WL#1803: Prepared Statements: overview of tasks

Affects: Server-7.1   —   Status: Assigned

This is a meta worklog task for design flaws, bugs, feature requests in prepared
statements. It's split into two parts: outstanding and closed issues.
An issue may have or have not a separate worklog task, depending on its size.
If a task exists, a reference to it is present. All issues are described
shortly, in order to allow ease of maintenance: once a work on a problem 
is started, it's provided with an elaborate description.

-------------------------------------------------------------------------------
Table of contents.
-------------------------------------------------------------------------------
1. Outstanding issues.
1a. References to open worklog tasks.
2. Solved issues.
2a.

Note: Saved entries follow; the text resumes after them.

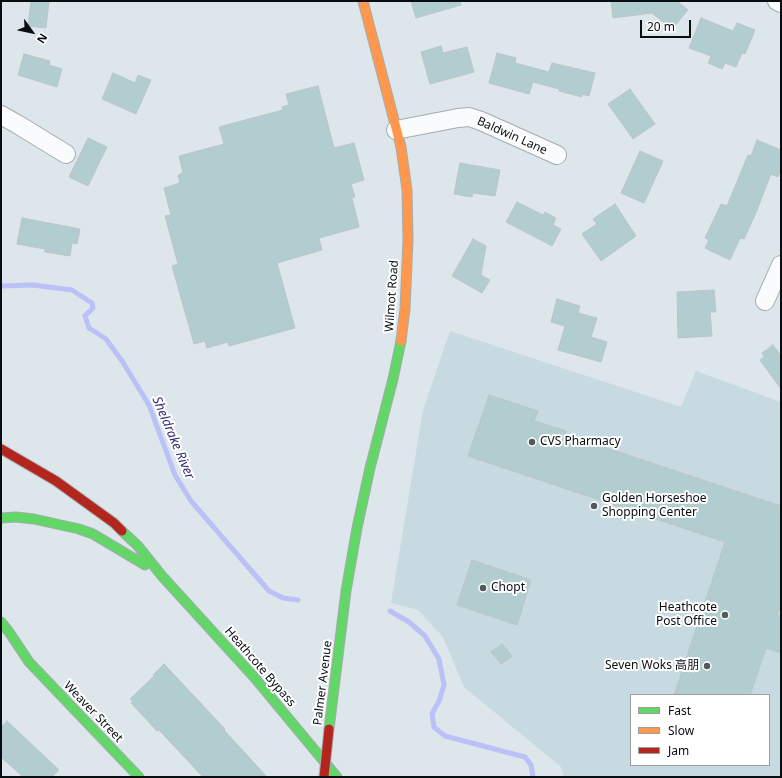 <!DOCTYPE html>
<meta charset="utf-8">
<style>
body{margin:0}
#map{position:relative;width:782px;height:778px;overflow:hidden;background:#dce6eb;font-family:"Noto Sans",sans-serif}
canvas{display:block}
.frame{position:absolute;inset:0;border:2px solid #070d10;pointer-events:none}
.legend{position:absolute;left:630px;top:694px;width:140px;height:72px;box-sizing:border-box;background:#fff;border:1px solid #9c9e9f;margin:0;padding:5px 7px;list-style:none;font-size:12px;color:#070d10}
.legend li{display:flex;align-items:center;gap:8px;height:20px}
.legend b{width:20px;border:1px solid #9c9e9f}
.north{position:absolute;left:12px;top:12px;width:40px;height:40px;-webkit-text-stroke:3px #fff;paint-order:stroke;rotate:123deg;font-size:11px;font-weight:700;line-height:16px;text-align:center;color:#070d10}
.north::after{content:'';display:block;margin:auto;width:14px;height:18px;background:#070d10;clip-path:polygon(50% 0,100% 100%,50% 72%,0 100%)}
.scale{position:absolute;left:640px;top:20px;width:51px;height:18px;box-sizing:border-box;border:2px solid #070d10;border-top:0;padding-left:5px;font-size:12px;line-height:14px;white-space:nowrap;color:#070d10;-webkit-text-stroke:3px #fff;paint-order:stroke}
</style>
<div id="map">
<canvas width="782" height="778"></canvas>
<div class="frame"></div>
<ul class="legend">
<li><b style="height:5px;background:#63d668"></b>Fast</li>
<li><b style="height:5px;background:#ff974d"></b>Slow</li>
<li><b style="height:5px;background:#b3261e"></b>Jam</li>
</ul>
<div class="north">N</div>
<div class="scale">20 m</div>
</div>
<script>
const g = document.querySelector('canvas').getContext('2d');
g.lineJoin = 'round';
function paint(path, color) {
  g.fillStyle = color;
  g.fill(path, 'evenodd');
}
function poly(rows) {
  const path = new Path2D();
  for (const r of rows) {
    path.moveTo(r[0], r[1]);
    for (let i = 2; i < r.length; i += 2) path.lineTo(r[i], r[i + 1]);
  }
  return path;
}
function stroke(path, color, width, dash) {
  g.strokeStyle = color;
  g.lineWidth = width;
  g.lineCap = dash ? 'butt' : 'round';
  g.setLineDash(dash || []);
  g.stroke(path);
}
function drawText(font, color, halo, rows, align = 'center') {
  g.font = font + ' "Noto Sans","Noto Sans SC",sans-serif';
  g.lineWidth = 4;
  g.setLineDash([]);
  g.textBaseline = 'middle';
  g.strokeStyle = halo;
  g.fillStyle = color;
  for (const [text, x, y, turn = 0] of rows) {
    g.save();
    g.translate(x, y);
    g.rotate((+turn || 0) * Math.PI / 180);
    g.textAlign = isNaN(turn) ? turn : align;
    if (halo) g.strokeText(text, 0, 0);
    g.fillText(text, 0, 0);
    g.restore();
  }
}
const built = poly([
 [450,331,681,407,696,371,781,402,781,777,564,777,561,767,464,687,443,637,418,610,391,603,423,410],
 [631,695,769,695,769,765,631,765]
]);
const stream = poly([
 [1,286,33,285,72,290,92,303,93,308,85,316,89,328,106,339,122,361,149,405,175,475,191,501,269,591,283,598,298,600],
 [390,611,409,622,425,636,439,659,444,685,439,701,432,714,434,727,445,736,525,757,531,765,533,777]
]);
const building = poly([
 [31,1,49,1,46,28,28,26,31,1],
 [411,1,460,1,461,5,416,18,411,1],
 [611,1,677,1,688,10,672,29,652,13,613,18,611,1],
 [701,18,733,31,737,23,755,30,745,54,742,53,736,67,725,63,722,69,708,63,711,56,689,48,701,18],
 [441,46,443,53,467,47,474,72,430,84,421,52,441,46],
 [497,53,516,58,515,63,549,72,552,63,595,73,589,96,582,94,582,97,559,91,559,89,533,82,529,94,489,83,497,53],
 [24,54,50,61,49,65,62,69,57,87,18,75,24,54],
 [113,73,135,83,138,75,151,80,136,114,102,99,113,73],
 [318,86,334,148,354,143,364,180,351,184,355,197,352,198,359,227,319,238,322,250,277,263,295,328,229,346,228,342,207,348,205,341,194,344,172,266,178,264,165,216,171,215,164,188,180,183,178,175,183,173,179,156,224,144,219,127,283,110,282,107,289,105,286,94,318,86],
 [630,89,655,124,633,139,608,104,630,89],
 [88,138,107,147,88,186,69,177,88,138],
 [757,140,781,150,781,168,778,177,771,174,755,215,744,239,740,238,730,260,705,248,709,240,705,238,721,204,727,206,748,155,751,156,757,140],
 [640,151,663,161,644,203,621,193,640,151],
 [460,163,500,170,495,196,473,193,472,197,454,194,460,163],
 [517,202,543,215,545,212,556,218,553,225,561,229,552,246,506,222,517,202],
 [615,204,636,236,601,261,582,234,597,224,593,219,615,204],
 [22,218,80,229,77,244,72,243,70,256,45,252,45,249,17,244,22,218],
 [473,239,486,246,481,275,490,280,482,293,452,276,473,239],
 [714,290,716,312,710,312,712,336,678,338,677,292,714,290],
 [557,299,580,306,578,313,597,318,591,337,607,342,601,362,558,350,565,326,551,322,557,299],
 [773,345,781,356,781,389,760,360,764,357,762,353,773,345],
 [489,395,538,411,534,421,566,431,565,434,781,506,781,604,777,615,781,616,781,653,766,648,750,695,674,695,725,542,468,456,489,395],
 [472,560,531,580,517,625,457,605,472,560],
 [502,644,512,656,501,664,491,652,502,644],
 [164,664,225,729,224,730,267,777,203,777,159,730,157,731,131,703,133,701,130,699,154,676,153,675,164,664],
 [7,721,59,770,52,777,23,777,1,757,1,727,7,721]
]);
const street = poly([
 [777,1,781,3],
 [1,115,17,124,66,154],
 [396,130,458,118,469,117,481,121,557,155],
 [765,301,781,265]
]);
const fast = poly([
 [1,518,16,517,34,519,79,529,93,534,145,565],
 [122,531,138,546,162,576,254,677,337,777],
 [1,622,9,632,29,662,139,777],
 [329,729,346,591,357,528,370,468,393,379,401,341]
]);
const slow = poly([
 [363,1,401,147,407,190,408,240,405,309,401,341]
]);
const jam = poly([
 [1,449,56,481,114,523,122,531]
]);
const jamBridge = poly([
 [324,777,329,729]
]);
const markers = [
 [532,442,4,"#52595d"],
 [594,506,4,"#52595d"],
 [483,588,4,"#52595d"],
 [725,615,4,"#52595d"],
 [707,666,4,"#52595d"]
];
const streetNames = [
 ["Baldwin Lane",512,136,24],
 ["Wilmot Road",392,296,-86],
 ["Heathcote Bypass",260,667,49],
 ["Palmer Avenue",323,683,-83],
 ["Weaver Street",93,712,46]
];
const poiNames = [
 ["CVS Pharmacy",540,442],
 ["Golden Horseshoe",602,499],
 ["Shopping Center",602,513],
 ["Chopt",491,588],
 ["Heathcote",717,608,"right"],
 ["Post Office",717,622,"right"],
 ["Seven Woks 高朋",699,666,"right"]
];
const waterNames = [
 ["Sheldrake River",173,438,67]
];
paint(built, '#c7dae2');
stroke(stream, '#bac1f6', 5);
paint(building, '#b2cdcf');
stroke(building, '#bcc4c7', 1);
stroke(street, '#a4acaf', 20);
stroke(fast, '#a4acaf', 11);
stroke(slow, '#a4acaf', 11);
stroke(jam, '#a4acaf', 11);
stroke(street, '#fafbfc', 18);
stroke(fast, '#63d668', 9);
stroke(slow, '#ff974d', 9);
stroke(jam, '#b3261e', 9);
stroke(jamBridge, '#a4acaf', 11, []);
stroke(jamBridge, '#b3261e', 9);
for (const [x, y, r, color] of markers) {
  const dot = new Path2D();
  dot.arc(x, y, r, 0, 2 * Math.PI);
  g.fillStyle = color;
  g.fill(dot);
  stroke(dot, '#fff', 1.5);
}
drawText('12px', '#070d10', '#fff', streetNames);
drawText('12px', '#070d10', '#fff', poiNames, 'left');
drawText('italic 13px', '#322a7d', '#fff', waterNames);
</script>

References to closed worklog tasks and design documents.

-------------------------------------------------------------------------------
1. Outstanding issues.
-------------------------------------------------------------------------------
Binary protocol without prepare
===============================

Add a way to execute any statement using the prepared statements
API and get results back in the binary format without having to
prepare  the statement first. In other words, the benefits of the
binary protocol should be available without having to prepare the
query. This is WL#4627 "Prepared Statements: add C API call
mysql_stmt_execute_immediate()"

Prepare any SQL
===============

Total list of SQL commands not supported in prepared statemnts mode is:

ALTER_DB, ANALYZE, ASSIGN_TO_KEYCACHE, BACKUP_TABLE, CHANGE_DB
CHANGE_MASTER, CHECK, CHECKSUM, COMMIT, CREATE_DB, CREATE_FUNCTION, 
CREATE_INDEX, DROP_DB, DROP_FUNCTION, DROP_INDEX, DROP_USER
FLUSH, GRANT, HA_CLOSE, HA_OPEN, HA_READ, HELP, KILL, LOAD
LOAD_MASTER_DATA, LOAD_MASTER_TABLE, PRELOAD_KEYS, PURGE,
PURGE_BEFORE, REPAIR, REPLACE_SELECT, RESET, REVOKE, REVOKE_ALL
SQLCOM_ROLLBACK, ROLLBACK_TO_SAVEPOINT, SAVEPOINT, SET_OPTION
SHOW_BINLOG_EVENTS, SHOW_BINLOGS, SHOW_CREATE, SHOW_ERRORS
SHOW_INNODB_STATUS, SHOW_MASTER_STAT, SHOW_NEW_MASTER, SHOW_SLAVE_HOSTS
SHOW_SLAVE_STAT, SHOW_WARNS, SLAVE_START, SLAVE_STOP, TRUNCATE, UPDATE_MULTI
RESTORE_TABLE

The problem is aggravated by the fact that most commands not supported
in prepared statements not function in stored procedures either.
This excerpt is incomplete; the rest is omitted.